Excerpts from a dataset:
----------

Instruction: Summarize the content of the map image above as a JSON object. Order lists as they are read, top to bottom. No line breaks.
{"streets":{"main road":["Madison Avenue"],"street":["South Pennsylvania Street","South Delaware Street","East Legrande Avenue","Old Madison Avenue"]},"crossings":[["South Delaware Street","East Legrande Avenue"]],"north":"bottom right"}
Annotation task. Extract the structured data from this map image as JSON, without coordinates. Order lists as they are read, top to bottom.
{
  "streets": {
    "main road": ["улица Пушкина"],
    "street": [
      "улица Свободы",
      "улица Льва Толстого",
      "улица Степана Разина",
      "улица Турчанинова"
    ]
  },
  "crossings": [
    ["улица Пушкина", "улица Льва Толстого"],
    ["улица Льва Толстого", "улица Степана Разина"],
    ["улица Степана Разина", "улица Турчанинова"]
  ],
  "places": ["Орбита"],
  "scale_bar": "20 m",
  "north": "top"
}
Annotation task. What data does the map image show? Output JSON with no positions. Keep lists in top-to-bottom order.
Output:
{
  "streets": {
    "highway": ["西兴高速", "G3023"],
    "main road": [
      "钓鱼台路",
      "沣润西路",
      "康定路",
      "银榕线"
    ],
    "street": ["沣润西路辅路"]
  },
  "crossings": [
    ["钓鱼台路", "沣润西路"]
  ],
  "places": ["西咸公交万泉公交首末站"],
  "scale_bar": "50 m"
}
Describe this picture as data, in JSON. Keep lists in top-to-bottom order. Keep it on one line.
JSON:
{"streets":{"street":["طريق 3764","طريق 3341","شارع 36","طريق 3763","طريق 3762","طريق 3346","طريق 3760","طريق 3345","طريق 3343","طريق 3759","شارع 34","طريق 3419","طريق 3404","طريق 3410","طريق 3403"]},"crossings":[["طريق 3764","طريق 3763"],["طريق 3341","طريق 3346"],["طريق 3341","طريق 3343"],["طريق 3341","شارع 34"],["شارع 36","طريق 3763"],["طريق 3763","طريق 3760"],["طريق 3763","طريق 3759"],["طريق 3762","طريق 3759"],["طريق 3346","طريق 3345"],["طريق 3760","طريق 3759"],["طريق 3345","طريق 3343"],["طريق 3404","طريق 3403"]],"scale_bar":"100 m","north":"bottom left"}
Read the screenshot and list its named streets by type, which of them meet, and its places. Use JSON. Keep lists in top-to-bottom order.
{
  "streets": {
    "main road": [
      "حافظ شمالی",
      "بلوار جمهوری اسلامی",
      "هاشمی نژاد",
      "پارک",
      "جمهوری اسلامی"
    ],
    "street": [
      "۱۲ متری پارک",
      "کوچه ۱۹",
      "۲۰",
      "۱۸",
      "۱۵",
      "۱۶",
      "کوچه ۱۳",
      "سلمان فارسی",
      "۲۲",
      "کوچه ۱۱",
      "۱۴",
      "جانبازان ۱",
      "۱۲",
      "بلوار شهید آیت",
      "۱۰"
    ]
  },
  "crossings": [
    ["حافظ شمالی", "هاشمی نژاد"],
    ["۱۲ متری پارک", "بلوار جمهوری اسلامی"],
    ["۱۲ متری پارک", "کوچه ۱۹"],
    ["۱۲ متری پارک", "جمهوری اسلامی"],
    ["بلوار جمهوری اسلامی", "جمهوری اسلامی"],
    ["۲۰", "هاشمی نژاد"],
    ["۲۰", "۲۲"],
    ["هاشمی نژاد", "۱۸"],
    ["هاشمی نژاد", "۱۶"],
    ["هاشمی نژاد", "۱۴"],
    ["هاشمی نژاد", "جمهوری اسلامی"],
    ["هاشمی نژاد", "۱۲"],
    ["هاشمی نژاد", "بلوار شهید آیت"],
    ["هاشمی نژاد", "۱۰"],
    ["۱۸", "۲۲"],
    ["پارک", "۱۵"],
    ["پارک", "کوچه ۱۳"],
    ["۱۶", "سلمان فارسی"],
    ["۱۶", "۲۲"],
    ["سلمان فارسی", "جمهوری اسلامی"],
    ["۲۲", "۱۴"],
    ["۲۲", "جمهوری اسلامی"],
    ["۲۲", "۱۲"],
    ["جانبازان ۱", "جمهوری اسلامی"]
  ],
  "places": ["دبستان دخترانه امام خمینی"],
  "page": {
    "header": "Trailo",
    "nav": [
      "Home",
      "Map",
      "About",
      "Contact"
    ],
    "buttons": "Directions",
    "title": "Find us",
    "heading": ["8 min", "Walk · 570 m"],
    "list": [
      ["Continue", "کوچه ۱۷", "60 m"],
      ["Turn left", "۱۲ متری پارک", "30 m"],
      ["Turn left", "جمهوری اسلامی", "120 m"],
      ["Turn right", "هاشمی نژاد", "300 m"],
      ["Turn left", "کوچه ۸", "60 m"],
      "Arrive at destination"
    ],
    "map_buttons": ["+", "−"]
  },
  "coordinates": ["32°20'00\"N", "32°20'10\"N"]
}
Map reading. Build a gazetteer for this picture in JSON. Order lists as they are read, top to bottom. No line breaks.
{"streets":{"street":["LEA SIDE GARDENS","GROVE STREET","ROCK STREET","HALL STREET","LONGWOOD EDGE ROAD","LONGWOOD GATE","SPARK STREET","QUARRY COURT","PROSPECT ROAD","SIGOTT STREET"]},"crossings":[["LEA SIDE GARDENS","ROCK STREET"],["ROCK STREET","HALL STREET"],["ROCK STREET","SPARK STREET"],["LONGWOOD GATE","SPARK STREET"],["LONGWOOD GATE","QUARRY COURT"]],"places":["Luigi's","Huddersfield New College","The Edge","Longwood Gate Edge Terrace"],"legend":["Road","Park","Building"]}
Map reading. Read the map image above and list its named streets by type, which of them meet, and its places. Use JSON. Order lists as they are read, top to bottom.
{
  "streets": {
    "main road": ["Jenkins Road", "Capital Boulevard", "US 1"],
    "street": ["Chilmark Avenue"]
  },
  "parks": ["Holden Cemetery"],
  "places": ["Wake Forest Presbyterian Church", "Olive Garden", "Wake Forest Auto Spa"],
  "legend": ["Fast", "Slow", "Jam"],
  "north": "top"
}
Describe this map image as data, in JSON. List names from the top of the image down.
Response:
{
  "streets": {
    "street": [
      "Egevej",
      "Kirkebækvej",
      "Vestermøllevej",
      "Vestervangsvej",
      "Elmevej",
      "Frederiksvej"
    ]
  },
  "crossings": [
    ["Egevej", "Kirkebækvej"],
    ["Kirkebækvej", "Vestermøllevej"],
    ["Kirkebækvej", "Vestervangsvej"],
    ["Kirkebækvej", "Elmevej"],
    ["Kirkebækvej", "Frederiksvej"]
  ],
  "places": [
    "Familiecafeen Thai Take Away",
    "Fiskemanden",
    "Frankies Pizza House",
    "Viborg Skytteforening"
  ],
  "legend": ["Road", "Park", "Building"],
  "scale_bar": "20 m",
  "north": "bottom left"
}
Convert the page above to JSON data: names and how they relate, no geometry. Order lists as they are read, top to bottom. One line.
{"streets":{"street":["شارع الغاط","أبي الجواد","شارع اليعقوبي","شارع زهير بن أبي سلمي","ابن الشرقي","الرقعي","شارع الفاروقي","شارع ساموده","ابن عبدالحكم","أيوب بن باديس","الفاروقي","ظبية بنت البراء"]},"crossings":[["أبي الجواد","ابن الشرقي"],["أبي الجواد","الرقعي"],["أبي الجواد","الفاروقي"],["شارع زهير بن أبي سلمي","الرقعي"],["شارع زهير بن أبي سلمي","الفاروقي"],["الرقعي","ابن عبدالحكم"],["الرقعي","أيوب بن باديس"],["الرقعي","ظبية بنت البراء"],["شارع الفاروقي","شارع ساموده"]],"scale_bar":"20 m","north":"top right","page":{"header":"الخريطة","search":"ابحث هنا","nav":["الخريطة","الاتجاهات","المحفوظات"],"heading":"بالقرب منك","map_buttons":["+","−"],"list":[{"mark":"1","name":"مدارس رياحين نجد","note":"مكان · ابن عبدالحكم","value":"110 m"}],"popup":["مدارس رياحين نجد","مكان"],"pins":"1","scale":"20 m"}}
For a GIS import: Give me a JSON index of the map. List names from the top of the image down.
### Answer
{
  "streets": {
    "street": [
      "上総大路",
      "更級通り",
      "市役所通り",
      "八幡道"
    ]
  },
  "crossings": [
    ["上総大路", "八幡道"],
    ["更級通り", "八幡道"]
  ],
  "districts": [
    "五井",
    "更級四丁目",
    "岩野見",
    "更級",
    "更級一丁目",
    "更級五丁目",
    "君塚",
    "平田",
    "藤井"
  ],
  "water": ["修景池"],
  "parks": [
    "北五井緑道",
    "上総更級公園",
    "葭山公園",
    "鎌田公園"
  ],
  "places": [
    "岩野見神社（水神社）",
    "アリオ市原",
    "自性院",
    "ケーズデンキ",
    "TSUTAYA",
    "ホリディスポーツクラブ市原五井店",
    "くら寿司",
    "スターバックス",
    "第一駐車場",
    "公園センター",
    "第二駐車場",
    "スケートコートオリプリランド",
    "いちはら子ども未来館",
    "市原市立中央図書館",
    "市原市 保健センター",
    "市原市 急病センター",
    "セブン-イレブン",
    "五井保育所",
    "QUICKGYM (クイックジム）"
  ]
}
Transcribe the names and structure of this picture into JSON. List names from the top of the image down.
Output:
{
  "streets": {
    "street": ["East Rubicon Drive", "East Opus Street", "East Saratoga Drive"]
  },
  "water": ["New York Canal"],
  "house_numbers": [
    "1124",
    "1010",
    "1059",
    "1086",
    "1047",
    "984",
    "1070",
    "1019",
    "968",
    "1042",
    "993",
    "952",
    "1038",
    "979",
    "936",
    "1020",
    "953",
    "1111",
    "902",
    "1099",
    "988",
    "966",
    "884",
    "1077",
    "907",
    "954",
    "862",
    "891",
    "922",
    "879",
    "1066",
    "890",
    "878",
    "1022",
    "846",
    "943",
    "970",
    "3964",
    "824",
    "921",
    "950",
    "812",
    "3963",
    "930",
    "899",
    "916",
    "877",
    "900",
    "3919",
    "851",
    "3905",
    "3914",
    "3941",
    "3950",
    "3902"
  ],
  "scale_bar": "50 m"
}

----------

WHAT TO PRODUCE:
From the data above, output exactly the lines between the one containing "Convert the page" and the one containing "For a GIS import: Give", counting both of them.

EXERCISE RESULT:
Convert the page above to JSON data: names and how they relate, no geometry. Order lists as they are read, top to bottom. One line.
{"streets":{"street":["شارع الغاط","أبي الجواد","شارع اليعقوبي","شارع زهير بن أبي سلمي","ابن الشرقي","الرقعي","شارع الفاروقي","شارع ساموده","ابن عبدالحكم","أيوب بن باديس","الفاروقي","ظبية بنت البراء"]},"crossings":[["أبي الجواد","ابن الشرقي"],["أبي الجواد","الرقعي"],["أبي الجواد","الفاروقي"],["شارع زهير بن أبي سلمي","الرقعي"],["شارع زهير بن أبي سلمي","الفاروقي"],["الرقعي","ابن عبدالحكم"],["الرقعي","أيوب بن باديس"],["الرقعي","ظبية بنت البراء"],["شارع الفاروقي","شارع ساموده"]],"scale_bar":"20 m","north":"top right","page":{"header":"الخريطة","search":"ابحث هنا","nav":["الخريطة","الاتجاهات","المحفوظات"],"heading":"بالقرب منك","map_buttons":["+","−"],"list":[{"mark":"1","name":"مدارس رياحين نجد","note":"مكان · ابن عبدالحكم","value":"110 m"}],"popup":["مدارس رياحين نجد","مكان"],"pins":"1","scale":"20 m"}}
For a GIS import: Give me a JSON index of the map. List names from the top of the image down.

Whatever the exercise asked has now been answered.